Thursday, April 14, 2011
Now For Something Completely Different
No bodywork yesterday evening. Engine work for a change. I’d told Gary (local Corvair guru) that I’d be by Saturday to return his ring groove scrapers he’d loaned me a month or so ago. That meant I actually had to use them on the assortment of pistons I have lying around. I started with the six that came out of Ringo’s former engine (an assumed 1964 110HP). It took a bit to figure out the most effective way to use the tool, but I was finally able to get the knack without breaking anything. The next six out of the Old Betty’s ’66 vintage 95 HP went much easier. I then went looking for the six pistons that were in the York engine (if I remember correctly, the code indicated a 110 HP LM engine).

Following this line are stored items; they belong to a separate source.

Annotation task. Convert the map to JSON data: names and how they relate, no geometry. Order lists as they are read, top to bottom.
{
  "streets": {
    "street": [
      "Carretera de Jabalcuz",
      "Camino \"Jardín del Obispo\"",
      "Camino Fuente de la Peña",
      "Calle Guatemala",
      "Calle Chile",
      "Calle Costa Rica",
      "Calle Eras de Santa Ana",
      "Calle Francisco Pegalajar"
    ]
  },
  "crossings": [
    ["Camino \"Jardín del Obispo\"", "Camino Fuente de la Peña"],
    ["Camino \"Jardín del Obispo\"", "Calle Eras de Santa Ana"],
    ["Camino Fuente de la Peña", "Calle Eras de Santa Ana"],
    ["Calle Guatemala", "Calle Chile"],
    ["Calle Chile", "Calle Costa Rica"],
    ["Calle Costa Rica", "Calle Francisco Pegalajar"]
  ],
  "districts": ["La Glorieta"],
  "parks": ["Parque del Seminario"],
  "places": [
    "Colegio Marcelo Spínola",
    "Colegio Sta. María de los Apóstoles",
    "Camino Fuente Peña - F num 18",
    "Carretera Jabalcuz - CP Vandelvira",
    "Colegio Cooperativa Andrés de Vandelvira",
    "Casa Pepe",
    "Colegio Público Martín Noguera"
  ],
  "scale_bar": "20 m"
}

While digging through the shelves of parts, I discovered the box with that engine’s cylinders. Just for kicks, I pulled it off the shelf, removed a cylinder, and gave the bore a quick look. What? No ridge? I took the entire box over to the workbench and began measuring and inspecting to see if these could be the elusive set of cylinders that could be re-used with only a light hone. First, using a bore gauge, I determined the bore diameter of one of the set measured right around Chevy’s desired 3.4375”. Next, I inserted a saved compression ring into the bore at the same location I’d just measured. After making sure it sat level in the bore, I used feeler gages to measure the gap between the ends of the ring. I could get .060” to slide in, but not .062”. I slid the ring down to roughly the center point of the stroke in the cylinder and got the same gap measurement. The gap measured the same at the lowest point of the stroke. No taper. This was awesome, but I was skeptical that it would hold true for all the cylinders. Fifteen identical gap measurements later, I was convinced these cylinders had seen very little miles. While finding or trading for a running engine will probably still be the least expensive approach to getting Ringo his replacement engine, I now have the hard parts necessary for a fairly affordable fallback rebuild of the 95 HP engine.